EXERCISE BRIEF
The answer should contain only the lines from the beginning of the entries through the line that holds "c.font = font", given again exactly, with no pictures.

Collected data
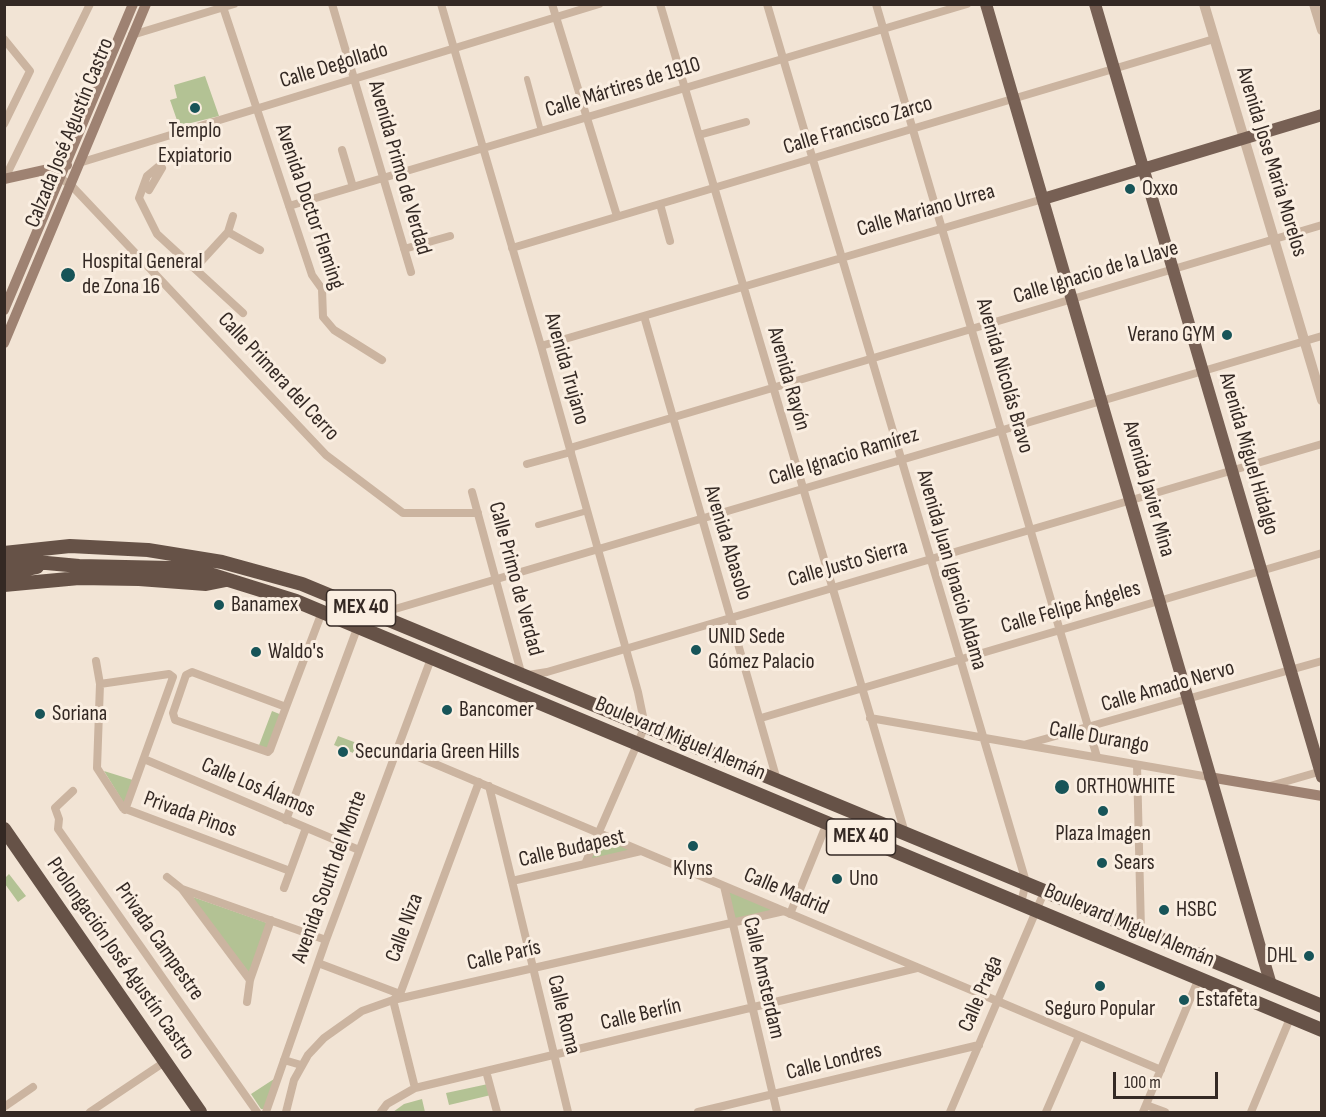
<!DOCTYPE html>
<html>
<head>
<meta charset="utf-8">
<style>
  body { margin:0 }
  #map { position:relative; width:1326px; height:1117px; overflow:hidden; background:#f2e4d5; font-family:"Sofia Sans Condensed",sans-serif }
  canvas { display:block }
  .frame { position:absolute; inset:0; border:6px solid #342924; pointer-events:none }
  .scale { position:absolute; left:1113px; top:1072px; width:105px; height:27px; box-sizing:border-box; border:3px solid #342924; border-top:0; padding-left:8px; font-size:18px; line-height:21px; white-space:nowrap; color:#342924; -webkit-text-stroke:4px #faeee1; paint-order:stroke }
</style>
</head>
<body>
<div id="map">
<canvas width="1326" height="1117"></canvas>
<div class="frame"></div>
<div class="scale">100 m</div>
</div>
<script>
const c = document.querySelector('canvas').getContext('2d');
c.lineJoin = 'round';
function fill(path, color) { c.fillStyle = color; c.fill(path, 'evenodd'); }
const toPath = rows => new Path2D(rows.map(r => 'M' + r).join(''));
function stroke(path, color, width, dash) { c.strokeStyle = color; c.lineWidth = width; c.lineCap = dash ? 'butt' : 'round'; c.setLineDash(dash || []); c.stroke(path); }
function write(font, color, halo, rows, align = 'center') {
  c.font = font + ' "Sofia Sans Condensed",sans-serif'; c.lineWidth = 6; c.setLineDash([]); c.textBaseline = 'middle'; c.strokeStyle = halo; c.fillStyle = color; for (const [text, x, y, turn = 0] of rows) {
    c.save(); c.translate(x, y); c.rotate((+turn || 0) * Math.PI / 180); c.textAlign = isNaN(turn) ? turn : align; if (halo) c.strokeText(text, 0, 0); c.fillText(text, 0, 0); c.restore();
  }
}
const green = toPath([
  [205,76,219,116,179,126,170,100,177,98,174,85],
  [272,711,282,715,270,751,258,748],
  [338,736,362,745,358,755,334,745],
  [104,771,136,781,125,805],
  [601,835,645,853,588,865],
  [9,874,26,896,18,902,5,884,5,878],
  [724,887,780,912,730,923],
  [190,896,270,924,253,978],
  [274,1079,265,1109,261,1109,251,1094],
  [488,1084,491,1095,449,1105,446,1093],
  [422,1099,425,1112,393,1112,404,1104]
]);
const pedestrian = toPath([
  [527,79,541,131],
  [538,525,587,511]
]);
const minor = toPath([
  [222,4,312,275,322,289,323,317,334,330,382,360],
  [332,4,411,272],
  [441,4,541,346,638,692,645,726,585,864],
  [552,4,617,216],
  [660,4,905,833],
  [767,4,1026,882,1021,903],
  [876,4,1097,757],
  [132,35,234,4],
  [4,39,30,71,4,124],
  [699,135,746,122],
  [342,150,353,187],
  [79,163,599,4],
  [159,166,147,176,139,198,157,234,243,313],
  [59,178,70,184,326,455,403,513,478,513],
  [4,180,90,4],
  [149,190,162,168],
  [660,204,670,241],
  [289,206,967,4],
  [228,232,260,250],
  [512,248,1214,39],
  [404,249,450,236],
  [195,268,228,232,233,216],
  [644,316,777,780],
  [541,346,1043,199],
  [570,448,1322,225],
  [527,464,571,452],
  [472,492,522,676,547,672,1322,444],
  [378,614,1322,336],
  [96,661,100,684,97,768,123,808,290,871],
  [100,684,169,674,173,677,125,810],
  [286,707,192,672,186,675,173,713,175,720,268,752,270,750,286,707,322,612],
  [761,718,1322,553],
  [870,718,1209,777],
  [1027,744,1322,661],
  [397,748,1161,1070],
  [144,759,359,850],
  [1137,765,1141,930],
  [489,786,568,1112],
  [1270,786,1322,771],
  [73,791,55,808,59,819,58,829,257,1112],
  [286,820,358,626],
  [167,877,182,889,250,980],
  [512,881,641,851],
  [724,886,777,1112],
  [284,888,306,828],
  [182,889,326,940],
  [790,914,827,823],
  [318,963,400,994],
  [247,1002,250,980,271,920],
  [284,1060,301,1065],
  [486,1071,497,1112],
  [415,1088,393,1000,400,994,479,782],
  [1146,1105,1165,1112],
  [4,1107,33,1087],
  [90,1112,166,1061],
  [266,1112,326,940,432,656],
  [286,1112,294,1080,308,1055,324,1038,362,1011,393,1000,784,911],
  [381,1112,387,1104,415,1088,917,968],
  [698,1112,979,1045],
  [950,1112,1045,890],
  [1046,1112,1079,1036],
  [1143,1112,1199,978],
  [1251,1112,1291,1016]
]);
const tertiary = toPath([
  [1204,4,1322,400],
  [1314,4,1322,30]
]);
const secondary = toPath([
  [4,179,67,165],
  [4,310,133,4],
  [4,343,146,4],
  [1209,777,1322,796]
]);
const primary = toPath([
  [986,4,1271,985],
  [1095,4,1322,777],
  [1043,199,1322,115]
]);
const trunk = toPath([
  [4,553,70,546,148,550,222,562,302,584,1322,1006],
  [4,564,25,561,79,566,171,568,203,572,296,601,1322,1030],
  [4,574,37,567],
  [4,585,79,578,139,579,206,584,226,580],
  [4,829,200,1112]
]);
const markers = [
  [195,108,6,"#175458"],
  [1130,189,6,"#175458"],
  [68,275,8,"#175458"],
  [1227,335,6,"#175458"],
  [219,605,6,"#175458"],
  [696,650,6,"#175458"],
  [256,652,6,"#175458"],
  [447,710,6,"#175458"],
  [40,714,6,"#175458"],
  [343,752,6,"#175458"],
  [1062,787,8,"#175458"],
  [1103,811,6,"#175458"],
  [693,846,6,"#175458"],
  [1102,863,6,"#175458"],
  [837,879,6,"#175458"],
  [1164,910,6,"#175458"],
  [1309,956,6,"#175458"],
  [1100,986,6,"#175458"],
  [1184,1000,6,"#175458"]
];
const shields = [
  [361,608,69],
  [861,837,69]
];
const shieldNames = [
  ["MEX 40",361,608],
  ["MEX 40",861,837]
];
const streetNames = [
  ["Calle Degollado",334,66,-17],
  ["Calle Mártires de 1910",623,88,-17],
  ["Calle Francisco Zarco",858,126,-17],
  ["Calzada José Agustín Castro",70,133,-68],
  ["Avenida Jose Maria Morelos",1271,162,73],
  ["Avenida Primo de Verdad",399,168,74],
  ["Avenida Doctor Fleming",309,207,71],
  ["Calle Mariano Urrea",926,211,-16],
  ["Calle Ignacio de la Llave",1096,273,-17],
  ["Avenida Trujano",566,369,74],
  ["Avenida Nicolás Bravo",1004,376,74],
  ["Calle Primera del Cerro",278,377,47],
  ["Avenida Rayón",788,379,74],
  ["Avenida Miguel Hidalgo",1248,454,74],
  ["Calle Ignacio Ramírez",844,457,-17],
  ["Avenida Javier Mina",1148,489,74],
  ["Avenida Abasolo",727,543,73],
  ["Calle Justo Sierra",848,564,-16],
  ["Avenida Juan Ignacio Aldama",951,570,74],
  ["Calle Primo de Verdad",515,579,75],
  ["Calle Felipe Ángeles",1071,608,-16],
  ["Calle Amado Nervo",1168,687,-16],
  ["Calle Durango",1099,738,10],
  ["Boulevard Miguel Alemán",680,739,23],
  ["Calle Los Álamos",258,788,23],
  ["Privada Pinos",190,815,20],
  ["Calle Budapest",572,849,-13],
  ["Avenida South del Monte",330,877,-70],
  ["Calle Madrid",786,892,23],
  ["Boulevard Miguel Alemán",1129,926,23],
  ["Calle Niza",405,928,-70],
  ["Privada Campestre",159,942,55],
  ["Calle París",504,956,-13],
  ["Prolongación José Agustín Castro",120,959,55],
  ["Calle Amsterdam",763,978,77],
  ["Calle Praga",981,994,-67],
  ["Calle Roma",563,1015,76],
  ["Calle Berlín",641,1015,-13],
  ["Calle Londres",834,1062,-14]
];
const poiNames = [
  ["Templo",195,131,"center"],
  ["Expiatorio",195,156,"center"],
  ["Oxxo",1142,189],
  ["Hospital General",82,262],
  ["de Zona 16",82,287],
  ["Verano GYM",1215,335,"right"],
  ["Banamex",231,605],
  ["UNID Sede",708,637],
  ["Gómez Palacio",708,662],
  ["Waldo's",268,652],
  ["Bancomer",459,710],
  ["Soriana",52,714],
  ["Secundaria Green Hills",355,752],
  ["ORTHOWHITE",1076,787],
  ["Plaza Imagen",1103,834,"center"],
  ["Sears",1114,863],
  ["Klyns",693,869,"center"],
  ["Uno",849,879],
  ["HSBC",1176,910],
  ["DHL",1297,956,"right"],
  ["Estafeta",1196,1000],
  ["Seguro Popular",1100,1009,"center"]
];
fill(green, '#b3c294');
stroke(pedestrian, '#cbb4a0', 6);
stroke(minor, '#cbb4a0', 8);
stroke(tertiary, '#cbb4a0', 10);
stroke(secondary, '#9e8272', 10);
stroke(primary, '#776054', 12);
stroke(trunk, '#665247', 14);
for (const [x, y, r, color] of markers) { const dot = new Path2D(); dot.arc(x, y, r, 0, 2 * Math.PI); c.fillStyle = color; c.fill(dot); stroke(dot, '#faeee1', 2); }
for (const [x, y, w] of shields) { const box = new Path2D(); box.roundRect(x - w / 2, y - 18, w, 36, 4.5); c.fillStyle = '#faeee1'; c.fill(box); stroke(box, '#342924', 1.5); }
write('bold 21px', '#342924', null, shieldNames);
write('22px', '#342924', '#faeee1', streetNames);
write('22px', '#342924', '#faeee1', poiNames, 'left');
</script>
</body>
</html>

ANSWER SPACE
<!DOCTYPE html>
<html>
<head>
<meta charset="utf-8">
<style>
  body { margin:0 }
  #map { position:relative; width:1326px; height:1117px; overflow:hidden; background:#f2e4d5; font-family:"Sofia Sans Condensed",sans-serif }
  canvas { display:block }
  .frame { position:absolute; inset:0; border:6px solid #342924; pointer-events:none }
  .scale { position:absolute; left:1113px; top:1072px; width:105px; height:27px; box-sizing:border-box; border:3px solid #342924; border-top:0; padding-left:8px; font-size:18px; line-height:21px; white-space:nowrap; color:#342924; -webkit-text-stroke:4px #faeee1; paint-order:stroke }
</style>
</head>
<body>
<div id="map">
<canvas width="1326" height="1117"></canvas>
<div class="frame"></div>
<div class="scale">100 m</div>
</div>
<script>
const c = document.querySelector('canvas').getContext('2d');
c.lineJoin = 'round';
function fill(path, color) { c.fillStyle = color; c.fill(path, 'evenodd'); }
const toPath = rows => new Path2D(rows.map(r => 'M' + r).join(''));
function stroke(path, color, width, dash) { c.strokeStyle = color; c.lineWidth = width; c.lineCap = dash ? 'butt' : 'round'; c.setLineDash(dash || []); c.stroke(path); }
function write(font, color, halo, rows, align = 'center') {
  c.font = font + ' "Sofia Sans Condensed",sans-serif'; c.lineWidth = 6; c.setLineDash([]); c.textBaseline = 'middle'; c.strokeStyle = halo; c.fillStyle = color; for (const [text, x, y, turn = 0] of rows) {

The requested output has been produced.